■ Material provided ■
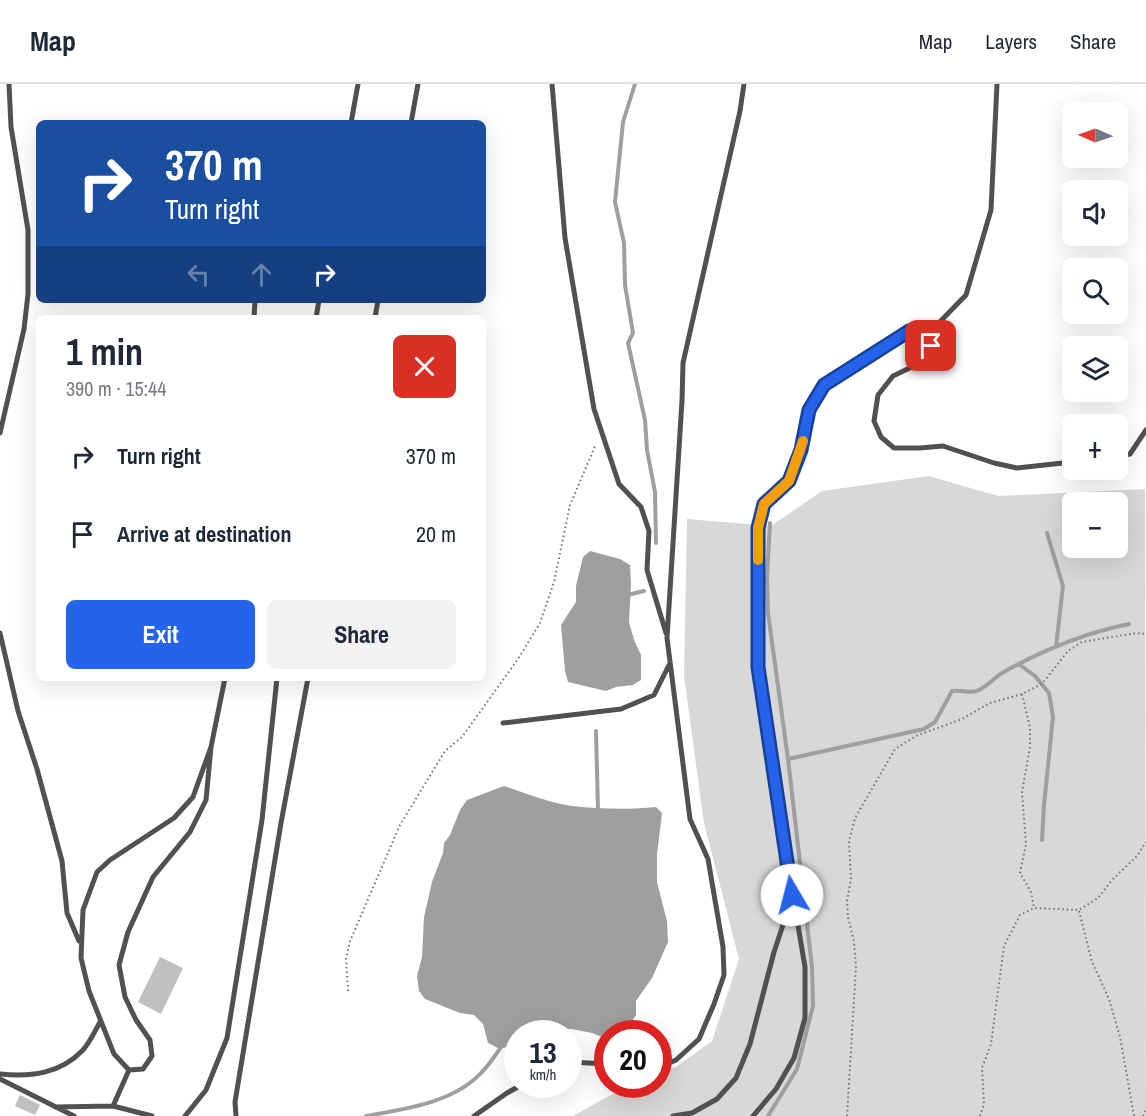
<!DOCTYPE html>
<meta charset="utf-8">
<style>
:root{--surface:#fff;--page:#f2f2f3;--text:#1f2937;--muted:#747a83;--line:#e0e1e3;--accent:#2563eb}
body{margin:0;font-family:"Archivo Narrow",sans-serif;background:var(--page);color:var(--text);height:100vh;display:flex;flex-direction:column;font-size:22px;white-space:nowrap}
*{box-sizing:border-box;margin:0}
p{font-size:20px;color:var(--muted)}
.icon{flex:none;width:33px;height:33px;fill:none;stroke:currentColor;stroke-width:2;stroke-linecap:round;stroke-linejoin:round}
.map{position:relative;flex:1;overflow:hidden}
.drawer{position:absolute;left:36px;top:231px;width:450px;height:366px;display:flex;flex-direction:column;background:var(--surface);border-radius:9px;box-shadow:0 6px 24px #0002}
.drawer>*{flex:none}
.banner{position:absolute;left:36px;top:36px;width:450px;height:183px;border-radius:9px;box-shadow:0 6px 24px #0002;background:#1a4fa0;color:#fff;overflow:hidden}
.needle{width:39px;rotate:272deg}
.tools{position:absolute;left:1062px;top:18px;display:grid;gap:12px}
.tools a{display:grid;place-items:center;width:66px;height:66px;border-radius:9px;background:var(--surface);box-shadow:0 6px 24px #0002;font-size:30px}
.speed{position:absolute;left:504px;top:936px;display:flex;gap:12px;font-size:30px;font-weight:700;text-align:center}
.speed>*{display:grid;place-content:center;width:78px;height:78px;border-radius:50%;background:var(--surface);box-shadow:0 6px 24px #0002;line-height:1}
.speed small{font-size:15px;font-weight:400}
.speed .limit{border:9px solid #d22;background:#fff;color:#111}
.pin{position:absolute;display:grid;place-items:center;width:51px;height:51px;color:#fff;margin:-26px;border-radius:12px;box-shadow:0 3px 9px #0006}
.me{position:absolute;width:66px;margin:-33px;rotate:352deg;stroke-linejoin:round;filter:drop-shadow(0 0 4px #0008)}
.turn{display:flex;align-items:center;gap:21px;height:126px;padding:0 30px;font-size:27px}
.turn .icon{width:78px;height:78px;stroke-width:2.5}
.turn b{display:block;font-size:42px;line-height:51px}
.lanes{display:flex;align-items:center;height:57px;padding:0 30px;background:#0003;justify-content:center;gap:30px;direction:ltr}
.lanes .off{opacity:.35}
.round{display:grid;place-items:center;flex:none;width:63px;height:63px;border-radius:9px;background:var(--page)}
.headline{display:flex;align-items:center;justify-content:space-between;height:102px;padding:0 30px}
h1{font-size:36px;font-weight:700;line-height:45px}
.primary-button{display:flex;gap:12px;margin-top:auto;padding:12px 30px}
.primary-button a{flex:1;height:69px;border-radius:9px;background:var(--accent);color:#fff;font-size:24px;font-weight:700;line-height:69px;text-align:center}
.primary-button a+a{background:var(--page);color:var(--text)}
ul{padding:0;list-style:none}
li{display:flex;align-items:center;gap:18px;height:78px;padding:0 30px}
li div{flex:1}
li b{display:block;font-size:22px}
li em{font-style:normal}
header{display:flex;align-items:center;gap:36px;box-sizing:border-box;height:84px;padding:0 30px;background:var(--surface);border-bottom:2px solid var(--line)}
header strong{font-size:28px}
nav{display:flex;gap:33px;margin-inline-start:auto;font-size:21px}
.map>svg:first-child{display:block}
.green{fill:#d8d8d8;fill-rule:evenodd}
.water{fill:#9f9f9f}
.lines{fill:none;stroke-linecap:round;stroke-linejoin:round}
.stream{stroke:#9f9f9f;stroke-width:4}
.building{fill:#c0c0c0}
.path{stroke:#737373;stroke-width:2;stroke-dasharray:1.5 3;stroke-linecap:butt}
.service{stroke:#515151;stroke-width:5}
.route-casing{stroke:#184099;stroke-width:15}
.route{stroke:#2563eb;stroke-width:10}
.slow{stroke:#f59e0b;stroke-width:10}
</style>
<header>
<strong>Map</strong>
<nav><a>Map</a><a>Layers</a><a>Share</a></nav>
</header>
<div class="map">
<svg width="1146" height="1032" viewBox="0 0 1146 1032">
<rect width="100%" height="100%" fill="#fff"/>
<path class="green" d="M929,392L998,412L1145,405L1146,1032H573L629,1001L658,1000L659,989L676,983L712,957L739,875L704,739L684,592L687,435L771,442L822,407ZM1072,418H1118V464H1072Z"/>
<path class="water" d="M590,467L620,475L630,481L631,500L629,538L634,556L641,571V596L633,601L616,603L606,607L568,598L565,587L561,541L576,518V502L583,473Z
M504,702C526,709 548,719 572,722C599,725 629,726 656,723L662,729L657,771V798L667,837L668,858L652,894L636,917V931L624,949L608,950L607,955L592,949L572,945L552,944L539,949L518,950L517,960L500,965L488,959L483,940L474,931L460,929L425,915L419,907L417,892L422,873L424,833L432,798L443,769L444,759L450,751L460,726L467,716Z"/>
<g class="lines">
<path class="stream" d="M635,0L623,38L615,118L624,159L625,201L633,249L628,259L645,336L647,366L655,408L656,459
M770,439L767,493L768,529L788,675
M1047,449L1063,502L1056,563
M627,511L644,507
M1020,581L1035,592L1049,609L1053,633L1044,721L1042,756
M596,647L598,727
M366,1032C404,1025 453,1019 481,989C489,981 495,972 501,963
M768,1032L797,985L813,922L812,883L788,675L924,645L935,638L952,607C962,605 970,611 979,606C988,602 994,594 1002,589C1041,567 1085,549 1129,540"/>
</g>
<path class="building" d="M160,873L183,884L161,930L138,918Z
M20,1011L40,1021L35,1031L15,1022Z"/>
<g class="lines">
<path class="path" d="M1022,610L1030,644V663L1022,708L1026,760L1020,789L1031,808L1034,824
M1079,827L1092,878L1109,915L1120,953L1134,1032
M348,907L346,875L350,857L400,741L445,667L462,653L518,575L540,539L554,498L570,421L596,360
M847,1032L856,883L854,858L848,833L847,817L851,795L849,757L855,734L895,665L916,652L962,635L990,619L1022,610L1042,600L1068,567L1082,558L1136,549L1146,550
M980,1032L984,1020L982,984L991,960L1004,862L1020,831L1034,824L1079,826L1098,814L1112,796L1137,772L1146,758
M1143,1032L1146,1026"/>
<path class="service" d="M552,0L565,154L594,325L619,400L641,423L649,447L647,486L666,549
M351,39L358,0
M411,39L418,0
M254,234L255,216
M316,234L319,216
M375,234L378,216
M928,250L966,211L991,126L997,0
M0,349L24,245L28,210V146L11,43L9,0
M1118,372L1130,370L1146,346
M0,549L18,627L37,685L62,777L67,829L79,857
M503,639L621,625L654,611L669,581
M211,663L193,713L174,734L110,776L97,788L83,826L81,874L89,907L114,970L129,986L143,985L152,972L150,956L136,936L125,913L119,881L128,848L153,793L190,748L206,716L211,663L225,594
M568,978L608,980
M658,984L676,976L699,955L714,920L724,891L723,863L708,775L690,735L667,554L682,317L683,279L740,27L744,0
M0,990C31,993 60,990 83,966C90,958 95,947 100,938
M0,995L74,1032
M113,1022L129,986
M55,1023L113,1022L152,1032
M185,1032L206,1006L227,954L262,736L277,594
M236,1032L235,1018L281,739L308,594
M474,1032L507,1009L523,1000
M673,1032L692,1029L717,1015L736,994L750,960L774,868L793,811L758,583V444L764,420L789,397L801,367L809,326L824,301L909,247L928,250L931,262L920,279L893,292L878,311L874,337L881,353L894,364H920L943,362L994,379L1017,384L1072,378
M753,1032L776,1005L794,974L805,934V883L793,812"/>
</g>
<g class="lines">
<defs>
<path id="route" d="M792,811L758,583V444L764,420L789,397L801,366L809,326L824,301L909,247L928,250L931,262"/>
</defs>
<use href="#route" class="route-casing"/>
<use href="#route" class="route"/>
<path class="slow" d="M758,476V444L764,420L789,397L803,357"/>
</g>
</svg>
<div class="tools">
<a><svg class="needle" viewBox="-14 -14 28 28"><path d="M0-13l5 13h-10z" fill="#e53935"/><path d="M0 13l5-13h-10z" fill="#747a83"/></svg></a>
<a><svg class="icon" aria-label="sound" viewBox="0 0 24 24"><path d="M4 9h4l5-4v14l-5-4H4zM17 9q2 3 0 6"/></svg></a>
<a><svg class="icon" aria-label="search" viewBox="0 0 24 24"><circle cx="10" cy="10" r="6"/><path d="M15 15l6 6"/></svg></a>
<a><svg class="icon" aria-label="layers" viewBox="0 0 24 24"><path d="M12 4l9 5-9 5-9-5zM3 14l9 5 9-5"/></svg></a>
<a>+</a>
<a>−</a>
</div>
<div class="speed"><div>13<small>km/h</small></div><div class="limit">20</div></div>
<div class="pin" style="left:931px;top:262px;background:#d93025"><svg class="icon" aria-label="arrive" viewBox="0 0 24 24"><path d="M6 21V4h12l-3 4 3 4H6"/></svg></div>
<svg class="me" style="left:792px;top:811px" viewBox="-20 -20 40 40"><circle r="19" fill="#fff"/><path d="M0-13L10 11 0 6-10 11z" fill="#2563eb"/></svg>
<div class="banner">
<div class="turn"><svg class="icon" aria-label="right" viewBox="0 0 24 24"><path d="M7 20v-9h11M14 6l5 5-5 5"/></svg><div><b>370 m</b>Turn right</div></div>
<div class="lanes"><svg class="icon off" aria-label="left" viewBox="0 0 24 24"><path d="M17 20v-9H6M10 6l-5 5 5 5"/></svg><svg class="icon off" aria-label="ahead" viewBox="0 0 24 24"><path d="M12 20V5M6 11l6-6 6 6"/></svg><svg class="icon" aria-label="right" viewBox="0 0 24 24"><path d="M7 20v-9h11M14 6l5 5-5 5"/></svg></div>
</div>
<section class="drawer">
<div class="headline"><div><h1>1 min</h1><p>390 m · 15:44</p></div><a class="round" style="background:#d93025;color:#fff"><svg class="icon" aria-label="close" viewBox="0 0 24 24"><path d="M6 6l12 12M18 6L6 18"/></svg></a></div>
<ul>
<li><svg class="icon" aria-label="right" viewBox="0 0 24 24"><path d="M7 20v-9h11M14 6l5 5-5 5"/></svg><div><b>Turn right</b></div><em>370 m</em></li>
<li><svg class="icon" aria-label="arrive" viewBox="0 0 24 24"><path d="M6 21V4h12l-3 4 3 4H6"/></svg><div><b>Arrive at destination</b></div><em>20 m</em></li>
</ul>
<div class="primary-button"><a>Exit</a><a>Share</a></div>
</section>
</div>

■ Exercise goal ■
Using the records, report how many lines contain the word "strong", adding no other text.

■ Solution to the exercise ■
2